* Problem to solve *
Write out the full listing exactly.

* Extracted material *
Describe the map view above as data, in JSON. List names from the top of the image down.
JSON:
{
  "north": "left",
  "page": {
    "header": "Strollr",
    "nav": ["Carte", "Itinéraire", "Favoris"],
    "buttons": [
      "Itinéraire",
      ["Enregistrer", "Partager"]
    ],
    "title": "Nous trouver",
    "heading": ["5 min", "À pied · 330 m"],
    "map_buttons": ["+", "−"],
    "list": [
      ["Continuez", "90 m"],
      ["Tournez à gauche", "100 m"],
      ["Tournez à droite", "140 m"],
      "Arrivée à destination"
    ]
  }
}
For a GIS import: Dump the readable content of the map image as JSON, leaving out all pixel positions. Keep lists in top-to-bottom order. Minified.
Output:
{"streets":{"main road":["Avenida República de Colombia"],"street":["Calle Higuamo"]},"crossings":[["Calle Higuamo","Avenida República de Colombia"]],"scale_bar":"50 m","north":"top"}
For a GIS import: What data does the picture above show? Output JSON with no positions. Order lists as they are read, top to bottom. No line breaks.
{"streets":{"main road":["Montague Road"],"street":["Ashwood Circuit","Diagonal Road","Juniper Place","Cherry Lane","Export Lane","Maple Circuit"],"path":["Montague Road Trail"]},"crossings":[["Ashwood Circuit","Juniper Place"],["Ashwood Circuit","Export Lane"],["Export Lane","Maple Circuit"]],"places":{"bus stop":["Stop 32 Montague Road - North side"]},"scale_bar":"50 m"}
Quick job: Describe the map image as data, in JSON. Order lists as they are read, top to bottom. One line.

* Response for this exercise *
Describe the map view above as data, in JSON. List names from the top of the image down.
JSON:
{
  "north": "left",
  "page": {
    "header": "Strollr",
    "nav": ["Carte", "Itinéraire", "Favoris"],
    "buttons": [
      "Itinéraire",
      ["Enregistrer", "Partager"]
    ],
    "title": "Nous trouver",
    "heading": ["5 min", "À pied · 330 m"],
    "map_buttons": ["+", "−"],
    "list": [
      ["Continuez", "90 m"],
      ["Tournez à gauche", "100 m"],
      ["Tournez à droite", "140 m"],
      "Arrivée à destination"
    ]
  }
}
For a GIS import: Dump the readable content of the map image as JSON, leaving out all pixel positions. Keep lists in top-to-bottom order. Minified.
Output:
{"streets":{"main road":["Avenida República de Colombia"],"street":["Calle Higuamo"]},"crossings":[["Calle Higuamo","Avenida República de Colombia"]],"scale_bar":"50 m","north":"top"}
For a GIS import: What data does the picture above show? Output JSON with no positions. Order lists as they are read, top to bottom. No line breaks.
{"streets":{"main road":["Montague Road"],"street":["Ashwood Circuit","Diagonal Road","Juniper Place","Cherry Lane","Export Lane","Maple Circuit"],"path":["Montague Road Trail"]},"crossings":[["Ashwood Circuit","Juniper Place"],["Ashwood Circuit","Export Lane"],["Export Lane","Maple Circuit"]],"places":{"bus stop":["Stop 32 Montague Road - North side"]},"scale_bar":"50 m"}
Quick job: Describe the map image as data, in JSON. Order lists as they are read, top to bottom. One line.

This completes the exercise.